— RECORDS TO PROCESS —
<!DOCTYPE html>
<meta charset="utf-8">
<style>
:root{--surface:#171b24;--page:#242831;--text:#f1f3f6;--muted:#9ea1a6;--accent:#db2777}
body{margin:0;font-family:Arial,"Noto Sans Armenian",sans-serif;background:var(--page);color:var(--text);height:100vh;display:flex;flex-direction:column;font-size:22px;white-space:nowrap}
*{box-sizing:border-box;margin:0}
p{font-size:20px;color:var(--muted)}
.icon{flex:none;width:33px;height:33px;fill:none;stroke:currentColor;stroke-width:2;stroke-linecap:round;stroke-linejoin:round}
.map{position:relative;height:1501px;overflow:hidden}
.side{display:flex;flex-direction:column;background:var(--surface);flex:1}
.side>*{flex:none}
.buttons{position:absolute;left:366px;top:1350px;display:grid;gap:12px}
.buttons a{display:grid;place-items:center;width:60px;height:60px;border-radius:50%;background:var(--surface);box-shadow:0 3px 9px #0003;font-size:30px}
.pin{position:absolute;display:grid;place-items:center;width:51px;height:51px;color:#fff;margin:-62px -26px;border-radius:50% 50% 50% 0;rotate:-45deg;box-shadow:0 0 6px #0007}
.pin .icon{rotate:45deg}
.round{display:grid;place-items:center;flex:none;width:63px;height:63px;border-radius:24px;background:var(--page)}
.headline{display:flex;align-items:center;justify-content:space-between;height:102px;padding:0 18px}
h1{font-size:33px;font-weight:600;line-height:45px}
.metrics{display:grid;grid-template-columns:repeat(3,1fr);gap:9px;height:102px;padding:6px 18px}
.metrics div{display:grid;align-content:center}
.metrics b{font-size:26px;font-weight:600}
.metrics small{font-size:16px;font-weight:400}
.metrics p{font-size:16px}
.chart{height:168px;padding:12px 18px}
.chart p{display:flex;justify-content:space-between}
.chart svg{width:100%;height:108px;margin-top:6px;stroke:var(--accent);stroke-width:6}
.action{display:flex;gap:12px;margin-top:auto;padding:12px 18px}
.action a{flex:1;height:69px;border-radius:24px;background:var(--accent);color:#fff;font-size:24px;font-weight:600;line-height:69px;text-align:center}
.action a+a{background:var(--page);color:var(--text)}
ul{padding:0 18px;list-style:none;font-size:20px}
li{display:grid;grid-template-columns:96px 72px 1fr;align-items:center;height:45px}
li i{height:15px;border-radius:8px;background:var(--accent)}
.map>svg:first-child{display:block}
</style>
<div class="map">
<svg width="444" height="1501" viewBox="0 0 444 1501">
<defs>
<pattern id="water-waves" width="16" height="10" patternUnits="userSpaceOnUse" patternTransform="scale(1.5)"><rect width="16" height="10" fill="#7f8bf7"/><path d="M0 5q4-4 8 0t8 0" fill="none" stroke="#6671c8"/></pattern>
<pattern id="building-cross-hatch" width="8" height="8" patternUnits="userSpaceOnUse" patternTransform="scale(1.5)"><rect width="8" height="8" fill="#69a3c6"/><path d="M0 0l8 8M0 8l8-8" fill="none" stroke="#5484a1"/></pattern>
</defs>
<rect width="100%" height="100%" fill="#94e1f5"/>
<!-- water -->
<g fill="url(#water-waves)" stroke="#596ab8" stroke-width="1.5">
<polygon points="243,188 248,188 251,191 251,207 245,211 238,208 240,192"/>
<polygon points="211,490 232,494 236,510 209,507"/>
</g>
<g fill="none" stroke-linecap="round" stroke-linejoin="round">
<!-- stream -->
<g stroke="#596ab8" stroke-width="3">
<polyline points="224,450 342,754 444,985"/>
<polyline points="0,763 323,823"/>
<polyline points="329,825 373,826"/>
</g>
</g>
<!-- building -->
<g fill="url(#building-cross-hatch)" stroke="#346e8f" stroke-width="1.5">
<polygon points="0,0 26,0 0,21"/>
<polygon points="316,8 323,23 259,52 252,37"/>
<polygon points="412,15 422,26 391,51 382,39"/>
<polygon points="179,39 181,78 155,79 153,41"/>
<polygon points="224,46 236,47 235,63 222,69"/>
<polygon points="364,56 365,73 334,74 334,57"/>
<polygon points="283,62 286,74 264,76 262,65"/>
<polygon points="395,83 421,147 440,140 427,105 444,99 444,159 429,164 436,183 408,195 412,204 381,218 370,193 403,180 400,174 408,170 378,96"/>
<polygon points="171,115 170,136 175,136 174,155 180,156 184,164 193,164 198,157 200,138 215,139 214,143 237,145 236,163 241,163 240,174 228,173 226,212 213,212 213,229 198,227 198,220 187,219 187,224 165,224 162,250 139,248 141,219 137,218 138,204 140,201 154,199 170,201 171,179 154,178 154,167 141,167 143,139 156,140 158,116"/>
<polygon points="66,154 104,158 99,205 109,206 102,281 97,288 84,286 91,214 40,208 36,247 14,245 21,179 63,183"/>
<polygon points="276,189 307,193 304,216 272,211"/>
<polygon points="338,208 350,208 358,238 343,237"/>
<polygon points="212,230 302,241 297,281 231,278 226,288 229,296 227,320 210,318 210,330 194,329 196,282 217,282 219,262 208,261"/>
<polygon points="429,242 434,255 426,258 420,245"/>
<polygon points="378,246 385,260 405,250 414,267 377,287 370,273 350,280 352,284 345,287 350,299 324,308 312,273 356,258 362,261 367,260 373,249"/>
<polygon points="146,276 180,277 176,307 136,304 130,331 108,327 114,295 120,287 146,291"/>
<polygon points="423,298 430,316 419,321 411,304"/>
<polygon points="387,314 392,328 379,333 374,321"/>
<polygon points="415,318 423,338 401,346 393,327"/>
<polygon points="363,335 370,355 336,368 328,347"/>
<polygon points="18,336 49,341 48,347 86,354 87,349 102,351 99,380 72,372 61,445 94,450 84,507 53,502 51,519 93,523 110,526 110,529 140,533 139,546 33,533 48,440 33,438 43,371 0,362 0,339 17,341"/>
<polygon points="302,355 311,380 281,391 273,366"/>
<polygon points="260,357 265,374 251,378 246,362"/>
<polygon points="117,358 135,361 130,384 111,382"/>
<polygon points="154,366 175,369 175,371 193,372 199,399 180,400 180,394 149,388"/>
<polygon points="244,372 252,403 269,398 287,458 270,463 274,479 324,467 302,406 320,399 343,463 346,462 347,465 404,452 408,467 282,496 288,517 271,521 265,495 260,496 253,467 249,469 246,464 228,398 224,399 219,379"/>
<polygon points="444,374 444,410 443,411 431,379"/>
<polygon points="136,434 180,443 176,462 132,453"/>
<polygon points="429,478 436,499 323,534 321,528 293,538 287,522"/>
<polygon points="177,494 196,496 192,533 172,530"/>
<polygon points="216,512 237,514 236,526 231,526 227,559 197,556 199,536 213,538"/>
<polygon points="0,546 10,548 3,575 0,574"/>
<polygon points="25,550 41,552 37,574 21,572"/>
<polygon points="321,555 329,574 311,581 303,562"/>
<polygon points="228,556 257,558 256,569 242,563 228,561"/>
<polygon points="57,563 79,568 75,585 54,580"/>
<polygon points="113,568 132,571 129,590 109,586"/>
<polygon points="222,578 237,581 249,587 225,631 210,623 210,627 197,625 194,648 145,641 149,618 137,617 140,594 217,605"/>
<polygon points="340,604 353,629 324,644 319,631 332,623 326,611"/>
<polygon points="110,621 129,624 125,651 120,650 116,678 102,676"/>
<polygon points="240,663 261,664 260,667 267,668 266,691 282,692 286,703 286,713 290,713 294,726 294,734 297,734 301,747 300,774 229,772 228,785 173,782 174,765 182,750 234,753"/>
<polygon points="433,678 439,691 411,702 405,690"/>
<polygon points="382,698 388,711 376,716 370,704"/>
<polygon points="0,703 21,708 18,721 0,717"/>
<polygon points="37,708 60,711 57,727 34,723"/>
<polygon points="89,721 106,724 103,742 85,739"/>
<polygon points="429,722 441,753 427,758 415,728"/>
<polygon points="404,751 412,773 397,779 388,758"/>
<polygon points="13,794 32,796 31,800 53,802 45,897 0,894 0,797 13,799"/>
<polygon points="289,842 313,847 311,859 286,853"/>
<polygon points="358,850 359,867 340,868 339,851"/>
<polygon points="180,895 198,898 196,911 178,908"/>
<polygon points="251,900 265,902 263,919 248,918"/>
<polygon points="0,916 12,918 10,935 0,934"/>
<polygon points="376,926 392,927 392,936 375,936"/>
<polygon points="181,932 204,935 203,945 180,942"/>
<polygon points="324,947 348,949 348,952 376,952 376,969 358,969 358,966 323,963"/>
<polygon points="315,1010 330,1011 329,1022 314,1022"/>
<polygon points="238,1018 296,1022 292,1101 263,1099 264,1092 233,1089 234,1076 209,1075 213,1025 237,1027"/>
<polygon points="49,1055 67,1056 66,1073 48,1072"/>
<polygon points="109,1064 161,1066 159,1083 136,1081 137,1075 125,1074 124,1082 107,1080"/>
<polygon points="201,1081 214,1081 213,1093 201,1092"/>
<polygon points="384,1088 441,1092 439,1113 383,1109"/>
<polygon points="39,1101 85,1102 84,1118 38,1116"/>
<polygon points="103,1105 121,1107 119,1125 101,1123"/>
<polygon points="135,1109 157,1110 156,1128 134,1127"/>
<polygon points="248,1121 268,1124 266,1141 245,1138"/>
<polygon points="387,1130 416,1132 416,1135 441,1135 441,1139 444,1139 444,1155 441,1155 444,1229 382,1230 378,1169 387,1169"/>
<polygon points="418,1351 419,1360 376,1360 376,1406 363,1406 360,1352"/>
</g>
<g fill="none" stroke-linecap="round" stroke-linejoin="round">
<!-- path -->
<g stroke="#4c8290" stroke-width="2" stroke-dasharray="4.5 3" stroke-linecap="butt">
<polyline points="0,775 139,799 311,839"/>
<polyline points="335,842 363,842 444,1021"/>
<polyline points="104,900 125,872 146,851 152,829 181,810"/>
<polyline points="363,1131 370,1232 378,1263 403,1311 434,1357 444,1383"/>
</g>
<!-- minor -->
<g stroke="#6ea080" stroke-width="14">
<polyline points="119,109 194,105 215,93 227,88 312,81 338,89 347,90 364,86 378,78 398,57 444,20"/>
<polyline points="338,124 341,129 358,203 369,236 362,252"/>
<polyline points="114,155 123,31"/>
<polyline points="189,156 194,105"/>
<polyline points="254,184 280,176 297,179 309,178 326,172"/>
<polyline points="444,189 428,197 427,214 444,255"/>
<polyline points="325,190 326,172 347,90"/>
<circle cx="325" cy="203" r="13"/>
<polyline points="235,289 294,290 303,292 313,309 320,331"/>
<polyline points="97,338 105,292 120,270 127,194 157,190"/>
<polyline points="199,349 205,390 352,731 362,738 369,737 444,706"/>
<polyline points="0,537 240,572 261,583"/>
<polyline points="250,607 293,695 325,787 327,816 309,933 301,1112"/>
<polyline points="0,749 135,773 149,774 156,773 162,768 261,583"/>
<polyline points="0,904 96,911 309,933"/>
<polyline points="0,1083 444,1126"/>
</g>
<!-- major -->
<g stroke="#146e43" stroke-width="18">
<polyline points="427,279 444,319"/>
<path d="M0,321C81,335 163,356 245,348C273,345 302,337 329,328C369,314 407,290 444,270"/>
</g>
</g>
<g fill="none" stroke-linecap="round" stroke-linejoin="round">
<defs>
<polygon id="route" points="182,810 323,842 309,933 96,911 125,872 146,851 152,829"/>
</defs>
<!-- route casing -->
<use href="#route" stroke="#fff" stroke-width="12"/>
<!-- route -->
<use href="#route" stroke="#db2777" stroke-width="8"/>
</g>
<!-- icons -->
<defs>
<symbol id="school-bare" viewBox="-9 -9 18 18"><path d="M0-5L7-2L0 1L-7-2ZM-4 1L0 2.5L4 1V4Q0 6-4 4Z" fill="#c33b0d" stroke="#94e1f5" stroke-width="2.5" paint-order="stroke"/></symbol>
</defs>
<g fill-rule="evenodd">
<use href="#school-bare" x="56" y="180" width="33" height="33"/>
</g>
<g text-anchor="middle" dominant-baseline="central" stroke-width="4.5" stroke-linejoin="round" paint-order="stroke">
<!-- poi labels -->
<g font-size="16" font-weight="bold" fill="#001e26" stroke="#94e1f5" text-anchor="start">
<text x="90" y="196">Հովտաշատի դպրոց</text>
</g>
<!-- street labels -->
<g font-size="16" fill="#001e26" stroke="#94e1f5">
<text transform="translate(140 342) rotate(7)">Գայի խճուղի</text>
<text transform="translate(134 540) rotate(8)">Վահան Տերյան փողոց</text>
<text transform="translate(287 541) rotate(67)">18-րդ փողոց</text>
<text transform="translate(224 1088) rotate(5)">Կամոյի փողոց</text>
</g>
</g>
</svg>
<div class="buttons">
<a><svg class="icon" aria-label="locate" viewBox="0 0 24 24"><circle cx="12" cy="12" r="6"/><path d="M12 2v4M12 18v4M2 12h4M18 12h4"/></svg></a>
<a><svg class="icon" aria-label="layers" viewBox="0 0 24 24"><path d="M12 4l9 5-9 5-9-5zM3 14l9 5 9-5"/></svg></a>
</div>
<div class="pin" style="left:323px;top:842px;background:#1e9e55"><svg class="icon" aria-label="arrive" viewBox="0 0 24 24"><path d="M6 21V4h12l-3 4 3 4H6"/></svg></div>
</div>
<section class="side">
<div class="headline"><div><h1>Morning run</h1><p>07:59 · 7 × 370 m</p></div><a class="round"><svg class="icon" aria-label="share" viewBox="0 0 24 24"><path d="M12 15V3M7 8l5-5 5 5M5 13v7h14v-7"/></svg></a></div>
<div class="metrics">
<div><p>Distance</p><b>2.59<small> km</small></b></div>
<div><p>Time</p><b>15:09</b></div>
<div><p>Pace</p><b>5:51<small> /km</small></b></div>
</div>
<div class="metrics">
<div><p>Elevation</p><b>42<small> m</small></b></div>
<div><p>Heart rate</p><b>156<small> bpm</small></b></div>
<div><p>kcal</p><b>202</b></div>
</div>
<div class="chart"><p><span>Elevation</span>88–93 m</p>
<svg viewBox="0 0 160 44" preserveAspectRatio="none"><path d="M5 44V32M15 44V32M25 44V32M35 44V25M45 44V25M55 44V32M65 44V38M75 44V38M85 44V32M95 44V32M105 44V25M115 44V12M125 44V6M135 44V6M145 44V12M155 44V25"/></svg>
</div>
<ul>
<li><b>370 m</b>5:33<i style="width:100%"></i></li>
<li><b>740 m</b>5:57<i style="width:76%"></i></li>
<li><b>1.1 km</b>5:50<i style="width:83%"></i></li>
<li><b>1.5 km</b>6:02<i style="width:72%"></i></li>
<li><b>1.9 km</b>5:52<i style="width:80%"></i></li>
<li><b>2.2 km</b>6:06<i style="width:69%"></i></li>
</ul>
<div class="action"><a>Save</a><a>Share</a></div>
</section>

— ASSIGNED TASK —
Look through the listing above and give the number of lines containing the string "absolute", with nothing else.

— FINISHED EXERCISE —
2